Haysom was detached from 79 Squadron to the School of Air Navigation St. Athan on 6th May 1940 for No. 6 Short Navigation Instructors Course. He rejoined 79 Squadron on 31st May.

Near Abbeville on 8th June 1940 Haysom shot down a Me109 over Le Treport. He was appointed 'B' Flight Commander on 17th June with the rank of Acting Flight Lieutenant. He took temporary command of the squadron from 7th to 11th July after the CO, S/Ldr. JDC Joslin, was killed.

On 15th August Haysom claimed a Me110 shot down, on the 28th he made a forced-landing at Appledore Station, near Tenterden, when his glycol system was damaged in combat over Hythe.

On 30th August he probably destroyed a Me109, on the 31st shot down another and on 1st September damaged a Do17. Haysom shot down a Ju88 on 20th November 1940 which had been photographing damage caused in the German raid on Coventry.

On 1st April 1941 he destroyed a He111 and on the 4th he shared in damaging another.

He was awarded the DFC (gazetted 29th April 1941) and commanded 79 Squadron from June to 25th September 1941, when he was posted away to 51 OTU at Debden for Controller duties.
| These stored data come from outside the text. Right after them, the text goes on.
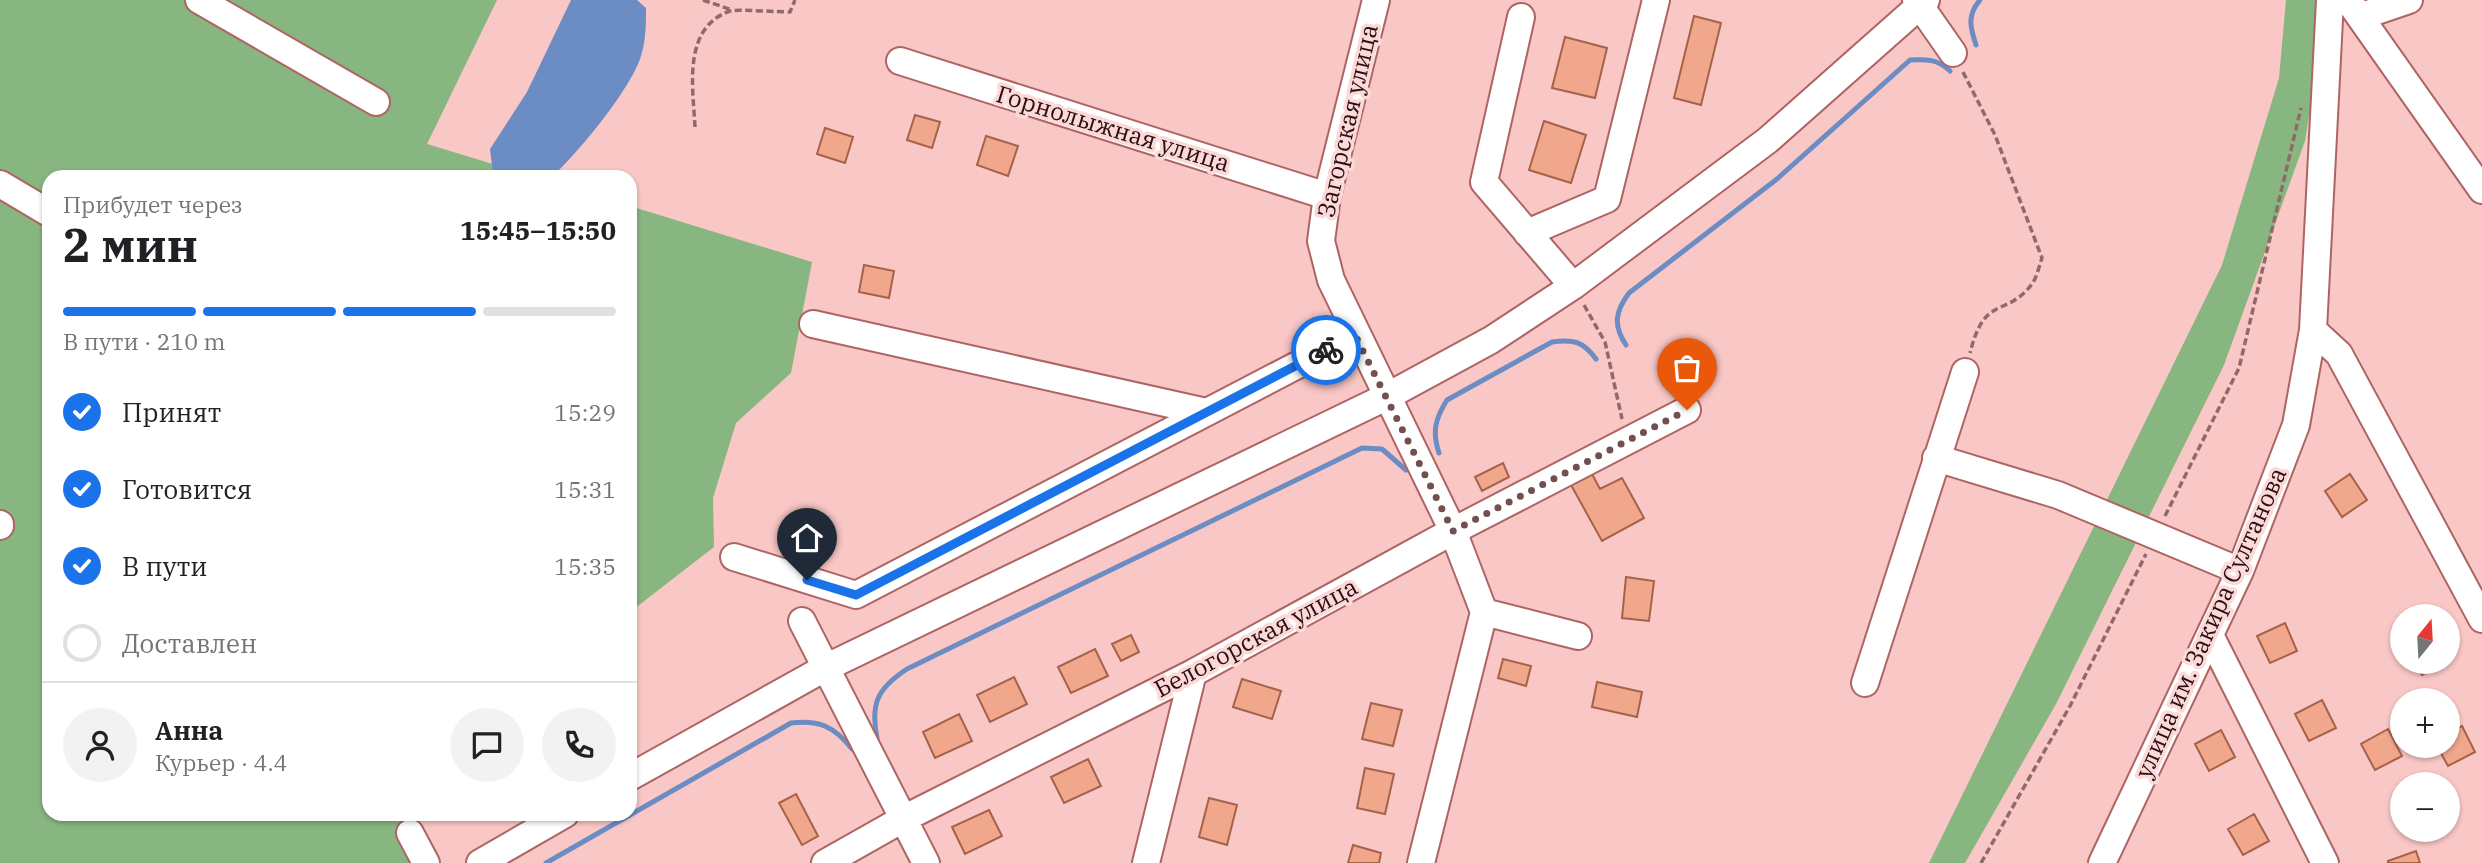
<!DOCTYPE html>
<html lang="ru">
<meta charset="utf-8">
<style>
body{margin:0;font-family:"IBM Plex Serif",serif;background:#f2f2f2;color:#202124;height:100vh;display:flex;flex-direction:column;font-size:26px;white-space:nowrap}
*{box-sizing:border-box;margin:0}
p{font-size:23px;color:#757577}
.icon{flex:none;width:38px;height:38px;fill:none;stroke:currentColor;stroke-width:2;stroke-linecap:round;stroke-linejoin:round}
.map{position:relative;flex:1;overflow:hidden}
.details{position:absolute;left:42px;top:170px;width:595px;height:651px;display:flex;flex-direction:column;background:#fff;border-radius:21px;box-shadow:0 2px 5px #0004}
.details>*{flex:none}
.needle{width:46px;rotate:18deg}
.tools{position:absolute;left:2390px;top:604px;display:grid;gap:14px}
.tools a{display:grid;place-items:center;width:70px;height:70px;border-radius:50%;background:#fff;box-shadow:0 2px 5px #0004;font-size:35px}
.pin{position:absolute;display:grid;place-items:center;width:60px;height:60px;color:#fff;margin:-72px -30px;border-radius:50% 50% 50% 0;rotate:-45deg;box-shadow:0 0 7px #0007}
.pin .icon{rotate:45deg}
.courier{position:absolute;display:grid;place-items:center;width:70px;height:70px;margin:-35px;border:5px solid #1a73e8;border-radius:50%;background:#fff;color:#222;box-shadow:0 2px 9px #0007}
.head em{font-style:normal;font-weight:800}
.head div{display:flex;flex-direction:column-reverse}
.head{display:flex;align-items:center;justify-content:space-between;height:119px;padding:0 21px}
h1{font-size:46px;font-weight:800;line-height:52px}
.bar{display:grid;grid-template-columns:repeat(4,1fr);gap:10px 7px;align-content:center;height:84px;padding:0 21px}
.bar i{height:9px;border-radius:5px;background:#e0e0e0}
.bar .current{background:#1a73e8}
.bar p{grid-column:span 4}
.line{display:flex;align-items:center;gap:18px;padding:0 21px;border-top:2px solid #e0e0e0}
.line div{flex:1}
.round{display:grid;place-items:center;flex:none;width:74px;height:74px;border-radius:37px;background:#f2f2f2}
ol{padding:0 21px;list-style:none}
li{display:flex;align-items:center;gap:21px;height:77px}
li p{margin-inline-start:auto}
li .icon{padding:7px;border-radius:50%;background:#1a73e8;color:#fff;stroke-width:4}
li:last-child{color:#757577}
li i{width:38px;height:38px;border:4px solid #e0e0e0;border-radius:50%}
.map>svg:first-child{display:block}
</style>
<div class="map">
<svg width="2482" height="863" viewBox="0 0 2482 863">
<rect width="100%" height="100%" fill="#f9c7c5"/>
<!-- green -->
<path fill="#88b680" d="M0 0H497L427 144 535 177H49V814H433L419 818 425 850 421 863H0Z
M2286 0H2322V32L2305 141 2224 365 2056 704 1965 863H1929L2222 265 2279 78Z
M630 206 812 262 791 373 736 423 713 498 714 547 630 612Z"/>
<!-- water -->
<path fill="#6c8cc4" d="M571 0H637L646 8C646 24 646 40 641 56 631 89 578 153 552 177H496L493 174 490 149 527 92Z"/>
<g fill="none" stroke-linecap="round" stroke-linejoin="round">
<!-- stream -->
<path stroke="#6c8cc4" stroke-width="5" d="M1976 45C1970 27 1967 15 1980 0
M1626 345C1613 325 1615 312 1629 293L1777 179 1910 60C1926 59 1938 59 1950 71
M1439 453C1432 432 1435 419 1447 400L1552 342C1573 339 1583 341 1596 359
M877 738C870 703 878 688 907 669L1362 448 1382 449 1406 470
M546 863 791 723C819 720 834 726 852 749"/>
</g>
<!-- building -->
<path fill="#f1a78c" stroke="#a66249" stroke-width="2" d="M1694 16 1721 23 1701 105 1674 98Z
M1565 37 1607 48 1595 98 1552 88Z
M915 115 940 122 932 148 907 140Z
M1544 121 1586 135 1571 183 1529 170Z
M825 128 853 137 845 163 817 154Z
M986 136 1018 146 1008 176 977 165Z
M864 265 894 271 889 298 859 292Z
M1503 463 1509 477 1482 491 1475 477Z
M1592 474 1600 489 1622 478 1644 518 1602 541 1571 485Z
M2350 474 2367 500 2342 517 2325 491Z
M1626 577 1654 581 1649 621 1622 618Z
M2285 623 2297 651 2270 663 2257 636Z
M1131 635 1139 652 1121 661 1112 644Z
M1095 649 1108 676 1071 693 1058 667Z
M1503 659 1531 666 1526 686 1498 678Z
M2414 662H2447L2422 675Z
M1014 677 1027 704 990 722 977 695Z
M1242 679 1281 691 1272 719 1233 707Z
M1597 682 1642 692 1637 717 1592 707Z
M2322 700 2336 728 2309 741 2295 714Z
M1371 703 1402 710 1393 746 1362 739Z
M959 714 972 741 935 758 923 732Z
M2462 726 2475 752 2448 766 2437 746H2448V733Z
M2388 729 2402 756 2375 770 2361 744Z
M2221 730 2235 757 2209 771 2195 744Z
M1088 759 1101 786 1064 803 1051 777Z
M1365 768 1394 774 1385 814 1357 808Z
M796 794 818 836 802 845 779 803Z
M1209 798 1237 805 1227 845 1199 837Z
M989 810 1002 836 965 854 952 827Z
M2254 814 2269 841 2243 855 2228 829Z
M1353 845 1381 853 1379 863H1348Z
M2416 851 2420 863H2388V861Z"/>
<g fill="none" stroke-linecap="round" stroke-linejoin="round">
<!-- minor casing -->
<g stroke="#ae6463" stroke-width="30">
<path id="minor" d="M199 0 376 102
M1376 0 1327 196 1321 241 1331 280 1453 531 1484 612 1421 863
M1916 0 1953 53
M2348 0 2482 190
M2362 16 2409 0
M1521 17 1484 182 1573 286
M900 61 1327 196
M0 184 49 213
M1527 233 1607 199 1656 0
M813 324 1206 412
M2313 330 2339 354 2482 619
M1936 458 2058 495 2240 571
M0 524V526
M734 557 856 595 1355 335
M1484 612 1578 636
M802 621 926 863
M2210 635 2325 863
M1865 683 1965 372
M630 777 825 668 1386 397 1491 340 1573 286 1768 140 1926 0
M410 833 426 863
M480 863 565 814
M825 863 903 819 1193 673 1453 531 1687 410
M1146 863 1193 673
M2102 863 2240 571 2296 425 2313 330 2330 0"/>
</g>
<!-- path -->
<path stroke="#906969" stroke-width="3.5" stroke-dasharray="7 3.5" stroke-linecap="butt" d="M703 0 732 10
M1963 72 1995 135 2042 258C2039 266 2037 277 2032 284 2005 319 1985 293 1970 353
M695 127C693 87 682 28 730 11 735 9 779 12 790 12L795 0
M1584 305 1605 342 1622 419
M2165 516 2239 368 2301 108
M1981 863 2070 706 2146 554"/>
<!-- minor -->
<use href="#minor" stroke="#fff" stroke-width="26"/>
</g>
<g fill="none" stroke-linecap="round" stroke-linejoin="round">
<!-- done -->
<path stroke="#734f4f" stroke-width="7" stroke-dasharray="0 12.6" d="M1326 350 1355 335 1453 531 1687 410"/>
<!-- route -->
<path stroke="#1a73e8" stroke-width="9" d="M807 580 856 595 1326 350"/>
</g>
<g text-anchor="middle" stroke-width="7" stroke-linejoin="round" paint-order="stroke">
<!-- street labels -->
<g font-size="24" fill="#2b0e0f" stroke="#fbd9d8">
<text transform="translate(1348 121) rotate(-77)" y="8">Загорская улица</text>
<text transform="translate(1113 129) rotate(17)" y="8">Горнолыжная улица</text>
<text transform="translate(2211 623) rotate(-66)" y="8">улица им. Закира Султанова</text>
<text transform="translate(1256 638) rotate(-28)" y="8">Белогорская улица</text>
</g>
</g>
</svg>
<div class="tools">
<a><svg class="needle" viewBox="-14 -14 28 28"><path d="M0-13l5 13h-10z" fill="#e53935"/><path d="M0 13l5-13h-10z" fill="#757577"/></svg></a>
<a>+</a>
<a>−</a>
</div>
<div class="pin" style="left:1687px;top:410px;background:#ea580c"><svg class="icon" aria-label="bag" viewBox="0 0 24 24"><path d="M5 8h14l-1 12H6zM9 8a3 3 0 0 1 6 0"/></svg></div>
<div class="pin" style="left:807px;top:580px;background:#1f2937"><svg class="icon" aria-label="home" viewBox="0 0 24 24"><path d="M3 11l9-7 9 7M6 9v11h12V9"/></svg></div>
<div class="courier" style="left:1326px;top:350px"><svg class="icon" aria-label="bike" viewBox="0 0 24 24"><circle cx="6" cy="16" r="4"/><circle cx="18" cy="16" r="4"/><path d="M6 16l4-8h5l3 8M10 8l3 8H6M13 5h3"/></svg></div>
<section class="details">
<div class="head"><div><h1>2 мин</h1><p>Прибудет через</p></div><em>15:45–15:50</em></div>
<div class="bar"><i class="current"></i><i class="current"></i><i class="current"></i><i></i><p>В пути · 210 m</p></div>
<ol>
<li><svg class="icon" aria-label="check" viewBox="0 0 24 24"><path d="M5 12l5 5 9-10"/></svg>Принят<p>15:29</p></li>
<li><svg class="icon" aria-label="check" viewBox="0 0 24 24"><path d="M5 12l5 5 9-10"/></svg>Готовится<p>15:31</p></li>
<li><svg class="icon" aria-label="check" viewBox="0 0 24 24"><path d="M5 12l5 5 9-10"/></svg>В пути<p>15:35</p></li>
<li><i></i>Доставлен</li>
</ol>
<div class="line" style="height:126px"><a class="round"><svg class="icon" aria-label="person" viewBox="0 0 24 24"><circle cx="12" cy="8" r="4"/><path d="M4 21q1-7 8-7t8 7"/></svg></a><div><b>Анна</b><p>Курьер · 4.4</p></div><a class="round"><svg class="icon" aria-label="chat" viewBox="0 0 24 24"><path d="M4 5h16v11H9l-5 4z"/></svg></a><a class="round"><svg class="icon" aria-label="phone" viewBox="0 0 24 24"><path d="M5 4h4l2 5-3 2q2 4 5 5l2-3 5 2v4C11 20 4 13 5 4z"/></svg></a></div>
</section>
</div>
In mid-1942 Haysom was posted to the Middle East and he joined 260 Squadron on 19th July, possibly as a supernumerary to gain experience on Kittyhawks. Three days later he was promoted to Acting Wing Commander, to become Wing Leader 239 Wing in the Western Desert. At the end of his tour Haysom was awarded the DSO (gazetted 16th February 1943), being then credited with at least six enemy aircraft destroyed.

In Italy, where he was working in operations command, he used his experience of supporting the army in the Western Desert to evolve the 'Cab Rank' system, which was used with such success in the 1944 invasion of Europe. A squadron of fighters was airborne, generally in line astern and was called up by a Mobile Observation Post with the forward troops to attack specific targets.

During the Italian Campaign he was privy to material from the Ultra intelligence setup. He also met Antoinette Beckett, serving with the WAAF. They married in November 1944 in Naples. Antoinette, an Oxford graduate, had worked in radar intelligence, briefly based at Blechley Park, and was also an Ultra recipient - something neither of them disclosed to the other until it slipped out inadvertently 40 years later.

Haysom was released in 1946 as a Group Captain. He died in 1979.